The animals aren’t interested in eating or normal animal-things,
she thought.
They just stand around chatting—as if they’re waiting for something.
But what could these animals be waiting for?
Jane went to the edge of the road. Something tugged at her leg: a rabbit. A little brown bunny rabbit with beady eyes was looking up at her. He was wearing a stiff blue uniform with gold buttons, like something a ship’s captain might wear.
“Excuse me, darlin’,” the rabbit said. “My name is Miles, of Miles-and-Miles Courier Service. Can I ask your name?”
“Um—my name is Jane.”
“Last name?”
“Lehman.”
Miles whistled. “I thought so! Why, this is an honor, Miss Lehman—truly an honor. Can I shake your hand? It will be something to tell my grandkids about someday. That
I
made the delivery!”
Jane crouched to shake the rabbit’s tiny paw with one finger.
“Delighted!” Miles said. “Simply delighted!”
“I’m sorry,” Jane said. “I don’t really understand what this is all about…”
“Why, yes, of course! Silly me!” Miles disappeared into a hole and popped out again with a piece of yellow paper and a line of string. “If you could sign here at the bottom and initial there, on the side, you can have it right now!”
Jane squinted at the paper. It was much too dark to read. “What delivery? How could you possibly know to deliver something to me?”
Miles looked hurt. “For eleven generations, we have kept…” He sniffed and started again. “Once upon a time, my great-great-great-great-great-great—”
“You have something for me that someone gave to your family a long time ago?” Jane said.
“Why, yes,” Miles said, brightening. “We are the best family courier service along the Sunburn Road, bar none. Miles-and-Miles for all your needs.
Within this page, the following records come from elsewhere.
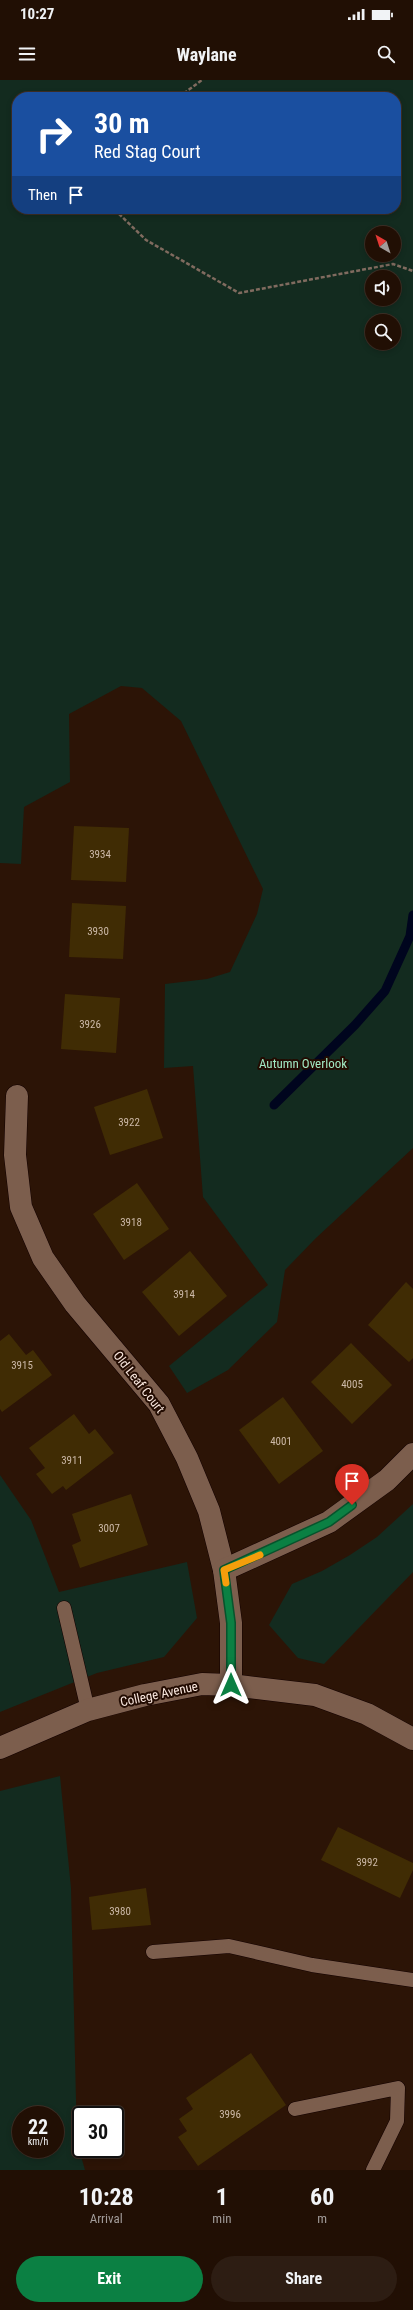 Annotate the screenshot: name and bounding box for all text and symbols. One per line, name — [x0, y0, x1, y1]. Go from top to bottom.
text: 10:27 — [20, 5, 54, 23]
icon: menu — [16, 43, 38, 65]
icon: search — [375, 43, 397, 65]
text: Waylane — [176, 44, 237, 65]
text: 30 m — [94, 107, 150, 140]
icon: right — [28, 108, 80, 160]
text: Red Stag Court — [94, 141, 201, 162]
icon: arrive — [65, 184, 87, 206]
text: Then — [28, 186, 57, 204]
north arrow — [365, 226, 401, 262]
map controls — [365, 226, 401, 350]
button: sound — [365, 270, 401, 306]
button: search — [365, 314, 401, 350]
house number: 3934 — [89, 848, 111, 861]
house number: 3930 — [87, 925, 109, 938]
house number: 3926 — [79, 1018, 101, 1031]
park label: Autumn Overlook — [259, 1056, 347, 1071]
house number: 3922 — [118, 1116, 140, 1129]
house number: 3918 — [120, 1216, 142, 1229]
house number: 3914 — [173, 1288, 195, 1301]
street label: Old Leaf Court — [110, 1348, 168, 1416]
house number: 3915 — [11, 1359, 33, 1372]
house number: 4005 — [341, 1378, 363, 1391]
house number: 4001 — [270, 1435, 292, 1448]
house number: 3911 — [61, 1454, 83, 1467]
pin — [335, 1464, 369, 1505]
icon: arrive — [341, 1470, 363, 1492]
house number: 3007 — [98, 1522, 120, 1535]
position arrow — [210, 1664, 252, 1706]
street label: College Avenue — [119, 1678, 199, 1710]
house number: 3992 — [356, 1856, 378, 1869]
house number: 3980 — [109, 1905, 131, 1918]
speed limit sign: 30 — [72, 2106, 124, 2158]
house number: 3996 — [219, 2108, 241, 2121]
text: 22 — [28, 2115, 48, 2139]
text: km/h — [28, 2136, 48, 2147]
text: 10:28 — [79, 2183, 134, 2211]
text: 1 — [216, 2183, 228, 2211]
text: 60 — [310, 2183, 334, 2211]
text: Arrival — [90, 2211, 123, 2226]
text: min — [212, 2211, 231, 2226]
text: m — [317, 2211, 327, 2226]
button: Exit — [16, 2256, 203, 2302]
button: Share — [211, 2256, 397, 2302]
Which reminds me, do you have a parcel to send?”
“Um, no.”
“We had explicit instructions to check this road every day for years and years until we found a girl who looked just like the girl who sent the original package. Just like you.”
“Who was that?” Jane asked. “Who sent it?”
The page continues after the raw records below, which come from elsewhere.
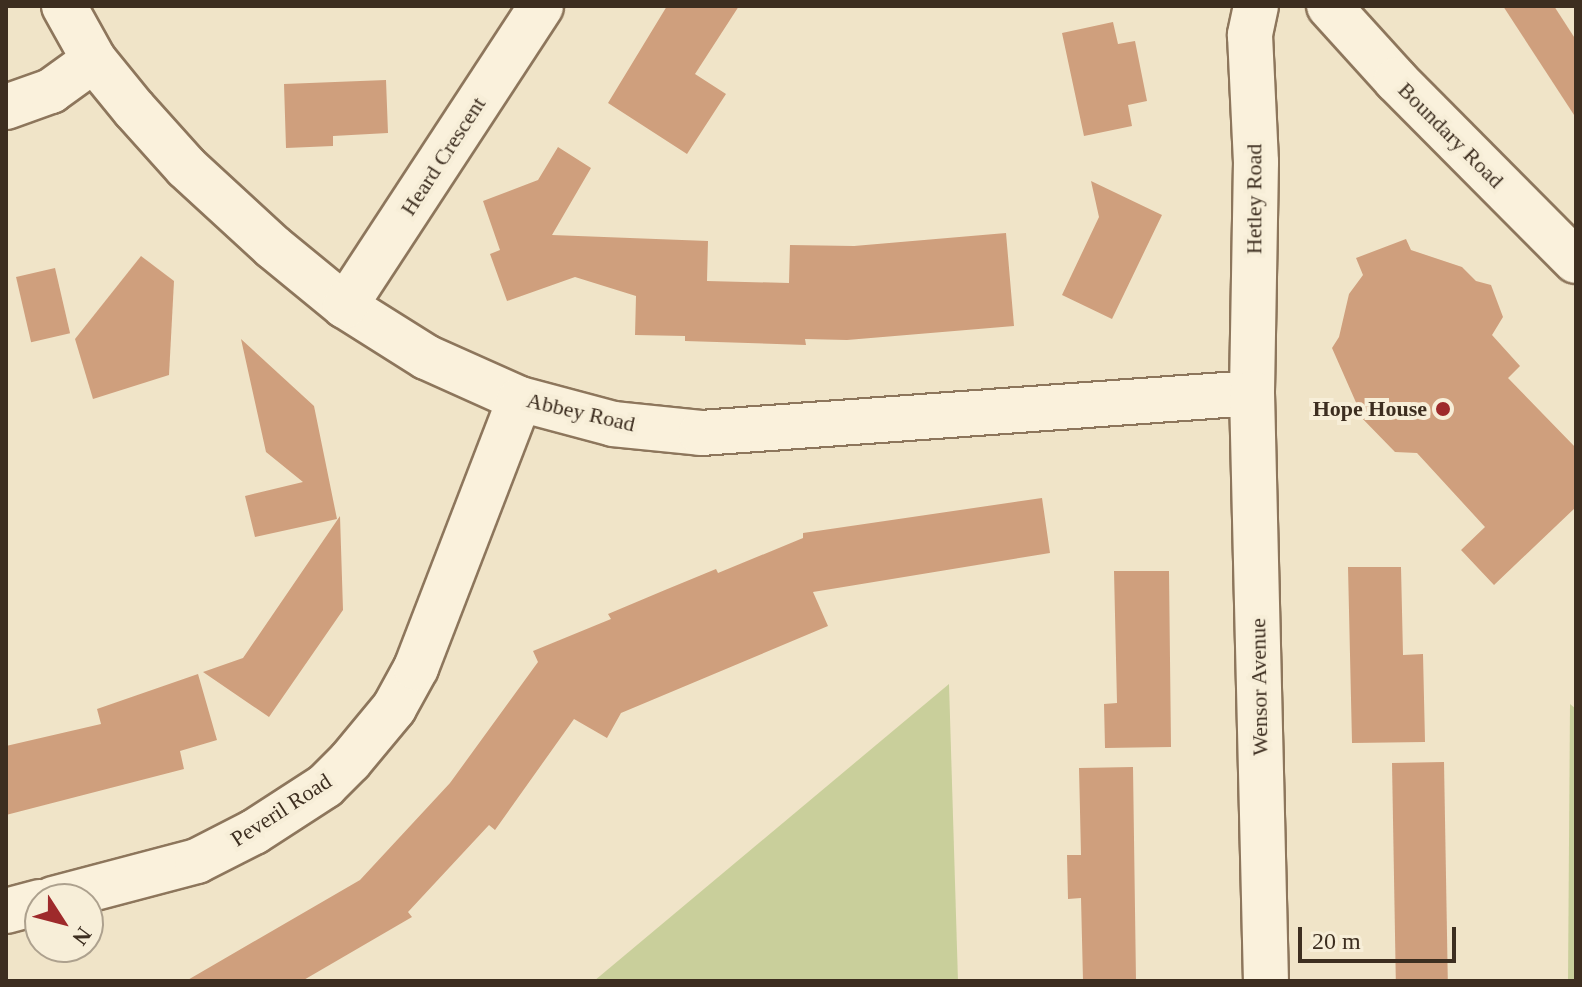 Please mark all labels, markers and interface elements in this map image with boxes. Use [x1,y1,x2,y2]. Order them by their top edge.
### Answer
street label: Boundary Road [1393,77,1509,193]
street label: Heard Crescent [395,92,491,220]
street label: Hetley Road [1241,144,1267,254]
street label: Abbey Road [524,387,638,437]
place label: Hope House [1313,396,1427,422]
marker: Hope House [1434,400,1452,418]
street label: Wensor Avenue [1245,617,1273,757]
street label: Peveril Road [226,768,336,852]
north arrow [24,883,104,963]
scale bar [1302,911,1460,961]
text: N [67,922,97,950]
text: 20 m [1312,928,1361,954]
“Why, the last savior of Hotland, of course. Diana Starlight.”
Grandma Diana,
Jane thought. “I’ll sign.”
He handed her a tiny pencil, like the kind used to keep score at a miniature golf course. She scribbled her name and initials.
Miles took the paper and gave Jane the end of the string. “It’s all yours, darlin’.”
“It’s…what do I do?”
Miles giggled. “Why, you pull. What else would you do?”
She tugged, and more of the string came out of the hole. Jane pulled harder. The string kept coming. Behind her, everyone else was still asleep on the road.
Miles said, “That’s it!”
More string and more, and finally, an old envelope popped out of the hole. The cursive handwriting on the back of the envelope sparkled like the glow-in-the-dark star stickers Jane had stuck on her ceiling when she was little. It said:
Three Spells Inside,
One for Fire, One for Escape,
And One to Make the Evil One Break.
Jane opened the envelope. Inside, there were three blank slips of paper.
“But there’s nothing written on these,” she said.
“No, there wouldn’t be yet,” Miles said. “Not until you need them. I’m off then. It’s been a pleasure, Miss Lehman. Truly a pleasure.” He shook Jane’s finger again and disappeared into the hole.
Jane stuffed the envelope and blank pages into her pocket and climbed back into her sleeping bag.
What kind of screwy present is this?
she wondered. A little poem and three blank papers—
Thanks a lot, Grandma. Very helpful.